You are viewing a plain text version of this content. The canonical link for it is here.
Posted to user@cassandra.apache.org by Petr Malik <pm...@tesora.com> on 2016/11/29 17:38:19 UTC

Single cluster node restore

Hi.

I have a question about Cassandra backup-restore strategies.


As far as I understand Cassandra has been designed to survive hardware failures by relying on data replication.


It seems like people still want backup/restore for case when somebody accidentally deletes data or the data gets otherwise corrupted.

In that case restoring all keyspace/table snapshots on all nodes should bring it back.


I am asking because I often read directions on restoring a single node in a cluster. I am just wondering under what circumstances could this be done safely.


Please correct me if i am wrong but restoring just a single node does not really roll back the data as the newer (corrupt) data will be served by other replicas and eventually propagated to the restored node. Right?

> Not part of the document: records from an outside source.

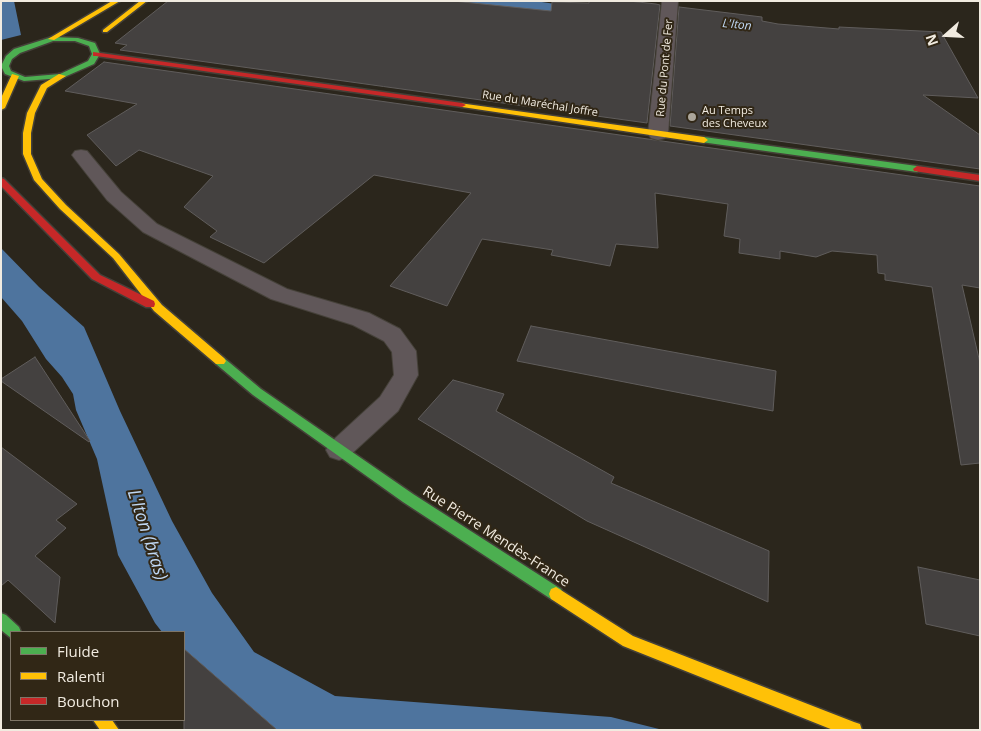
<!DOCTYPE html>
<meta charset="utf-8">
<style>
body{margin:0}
#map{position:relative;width:981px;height:731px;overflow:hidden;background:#2b261c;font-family:"Open Sans",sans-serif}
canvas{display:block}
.frame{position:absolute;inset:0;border:2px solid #f1ebe0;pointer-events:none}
.legend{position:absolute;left:10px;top:631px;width:175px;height:90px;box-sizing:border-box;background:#312716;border:1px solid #7e7567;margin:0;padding:6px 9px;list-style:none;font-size:15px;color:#f1ebe0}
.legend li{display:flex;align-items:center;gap:10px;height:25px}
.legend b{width:25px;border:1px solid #7e7567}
.north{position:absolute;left:921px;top:10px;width:50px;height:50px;-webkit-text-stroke:4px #312716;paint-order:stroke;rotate:251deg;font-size:14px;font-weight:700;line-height:20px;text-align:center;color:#f1ebe0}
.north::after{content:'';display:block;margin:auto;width:18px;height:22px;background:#f1ebe0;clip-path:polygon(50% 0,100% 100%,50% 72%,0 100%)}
</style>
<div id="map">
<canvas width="981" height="731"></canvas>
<div class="frame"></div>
<ul class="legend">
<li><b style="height:6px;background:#4caf50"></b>Fluide</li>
<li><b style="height:6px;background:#ffc107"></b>Ralenti</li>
<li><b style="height:6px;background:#c62828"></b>Bouchon</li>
</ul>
<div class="north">N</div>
</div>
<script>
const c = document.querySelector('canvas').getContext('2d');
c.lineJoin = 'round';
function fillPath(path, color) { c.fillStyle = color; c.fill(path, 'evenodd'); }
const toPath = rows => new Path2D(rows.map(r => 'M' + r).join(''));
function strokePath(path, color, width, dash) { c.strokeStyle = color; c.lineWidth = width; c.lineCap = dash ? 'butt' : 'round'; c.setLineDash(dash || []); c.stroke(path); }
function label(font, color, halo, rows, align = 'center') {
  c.font = font + ' "Open Sans",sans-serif'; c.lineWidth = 4; c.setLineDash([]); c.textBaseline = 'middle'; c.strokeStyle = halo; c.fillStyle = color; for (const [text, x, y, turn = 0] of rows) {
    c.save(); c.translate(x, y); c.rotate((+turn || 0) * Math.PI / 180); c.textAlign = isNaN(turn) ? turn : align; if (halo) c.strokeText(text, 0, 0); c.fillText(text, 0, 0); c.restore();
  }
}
fillPath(toPath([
 [1,1,14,1,21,35,1,40],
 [415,1,535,1,569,6,563,13,467,3],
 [1,248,39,287,84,327,120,411,172,521,212,593,254,652,335,696,611,717,663,730,277,730,184,649,184,632,162,632,155,623,118,555,97,459,76,410,73,394,62,377,46,359,22,321,1,297]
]), '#4e749e');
const building = toPath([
 [168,1,453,1,551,11,552,2,589,3,589,1,629,1,656,4,660,5,647,123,120,50,127,45,115,43,168,1],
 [679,7,762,17,762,21,778,24,839,29,839,27,941,32,978,98,923,95,980,135,980,169,670,126,679,7],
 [104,62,980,186,980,288,962,285,980,363,980,463,961,465,932,287,885,280,885,274,878,273,877,255,832,251,816,257,780,251,780,259,739,253,740,239,724,236,728,204,655,193,658,248,616,244,610,266,551,255,553,250,482,239,447,306,390,286,471,193,374,175,264,263,210,237,217,231,184,207,213,176,139,150,116,166,87,135,137,104,65,91,104,62],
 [531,326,776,371,773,411,517,361,531,326],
 [35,357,90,441,89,442,1,381,1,379,35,357],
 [453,380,504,394,496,411,614,477,611,483,769,551,768,602,587,521,418,419,453,380],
 [1,447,77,504,56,520,66,528,35,556,60,577,55,623,8,580,1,586,1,447],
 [918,567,980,580,980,636,926,624,918,567],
 [184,649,277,730,184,730,184,649]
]);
fillPath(building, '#444140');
strokePath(building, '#605d5c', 1);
const lane = toPath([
 [81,150,87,151,121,192,157,224,287,289,369,313,400,329,416,351,418,375,398,411,348,457,339,460,330,457,326,450,330,443,380,397,394,375,392,352,384,341,353,325,271,299,143,232,107,200,75,159,72,155,75,151,81,150]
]);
const street = toPath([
 [662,1,678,1,668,134,665,138,658,140,651,138,648,134,662,1]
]);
const fast = toPath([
 [52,37,78,38,95,43,100,54,94,64,62,78,24,81,5,74,1,66,6,56,14,49,52,37],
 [53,41,75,41,89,46,92,54,88,61,60,74,25,77,11,71,9,66,12,59,20,53,53,41],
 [704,137,917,166,921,169,917,172,701,142,701,138,704,137],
 [220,357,224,358,261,389,413,494,561,589,563,594,561,599,556,601,551,599,403,502,253,395,216,364,214,361,216,358,220,357],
 [1,613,6,615,19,627,21,632,11,632,11,638,1,630,1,613]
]);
const slow = toPath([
 [112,1,120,1,54,40,48,39,112,1],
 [140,1,147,1,107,32,103,32,103,30,140,1],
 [12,74,19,76,5,108,1,110,1,98,12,74],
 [59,74,66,76,47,88,35,113,31,133,31,154,42,179,66,205,119,254,162,305,224,358,226,361,224,364,216,364,154,311,113,258,60,209,34,180,23,154,23,133,27,113,41,85,59,74],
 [459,103,704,137,708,140,704,143,462,107,458,105,459,103],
 [556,587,633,636,854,722,860,724,862,730,833,730,623,646,551,599,549,594,551,589,556,587],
 [93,720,112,720,119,730,100,730,93,720]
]);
const jam = toPath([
 [93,52,462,103,466,105,462,107,96,56,93,56,93,52],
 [917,166,980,175,980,181,914,171,913,169,917,166],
 [1,178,4,179,100,275,154,301,155,304,154,307,146,307,92,279,1,186,1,178]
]);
strokePath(lane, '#454139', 2);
strokePath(street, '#454139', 2);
strokePath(fast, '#454139', 3);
strokePath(slow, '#454139', 3);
strokePath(jam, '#454139', 3);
fillPath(lane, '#605759');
fillPath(street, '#605759');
fillPath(fast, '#4caf50');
fillPath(slow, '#ffc107');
fillPath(jam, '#c62828');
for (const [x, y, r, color] of [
 [692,117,5,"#aca69b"]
]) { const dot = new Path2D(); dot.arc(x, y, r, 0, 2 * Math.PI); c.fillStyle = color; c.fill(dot); strokePath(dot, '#312716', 2); }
label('11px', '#f1ebe0', '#312716', [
 ["Rue du Pont de Fer",665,68,-85],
 ["Rue du Maréchal Joffre",540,104,9]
]);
label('11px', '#f1ebe0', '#312716', [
 ["Au Temps",702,111],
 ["des Cheveux",702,124]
], 'left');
label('italic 12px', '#bfd7f3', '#312716', [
 ["L'Iton",737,25,6]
]);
label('14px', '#f1ebe0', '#312716', [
 ["Rue Pierre Mendès-France",496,537,33]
]);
label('italic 18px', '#bfd7f3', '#312716', [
 ["L'Iton (bras)",147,535,72]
]);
</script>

In fact by doing so one may end up reintroducing deleted data back...


Also since Cassandra distributes the data throughout the cluster it is not clear on which mode any particular (corrupt) data resides and hence which to restore.


I guess this is a long way of asking whether there is an advantage of trying to restore just a single node in a Cassandra cluster as opposed to say replacing the dead node and letting Cassandra handle the replication.


Thanks.

Re: Single cluster node restore

Posted by Ben Slater <be...@instaclustr.com>.
You can have situations where rebuilding a node via streaming is painful
and slow (generally because there is something bad about the data model
like misused secondary indexes or massive partitions). Also, overstreaming
can mean you need more disk space to bootstrap a node than you’ll require
once it’s fully streamed and compacted - this can be hard to work around in
some environments. In this case you might want to restore a single node
from backup.

However, in general you’re right - it’s not something that tends to be done
very often.

Cheers
Ben

On Wed, 30 Nov 2016 at 04:38 Petr Malik <pm...@tesora.com> wrote:

>
> Hi.
>
> I have a question about Cassandra backup-restore strategies.
>
> As far as I understand Cassandra has been designed to survive hardware
> failures by relying on data replication.
>
>
> It seems like people still want backup/restore for case when somebody
> accidentally deletes data or the data gets otherwise corrupted.
>
> In that case restoring all keyspace/table snapshots on all nodes should
> bring it back.
>
>
> I am asking because I often read directions on restoring a single node in
> a cluster. I am just wondering under what circumstances could this be done
> safely.
>
>
> Please correct me if i am wrong but restoring just a single node does not
> really roll back the data as the newer (corrupt) data will be served by
> other replicas and eventually propagated to the restored node. Right?
>
> In fact by doing so one may end up reintroducing deleted data back...
>
>
> Also since Cassandra distributes the data throughout the cluster it is not
> clear on which mode any particular (corrupt) data resides and hence which
> to restore.
>
>
> I guess this is a long way of asking whether there is an advantage of
> trying to restore just a single node in a Cassandra cluster as opposed to
> say replacing the dead node and letting Cassandra handle the replication.
>
>
> Thanks.
>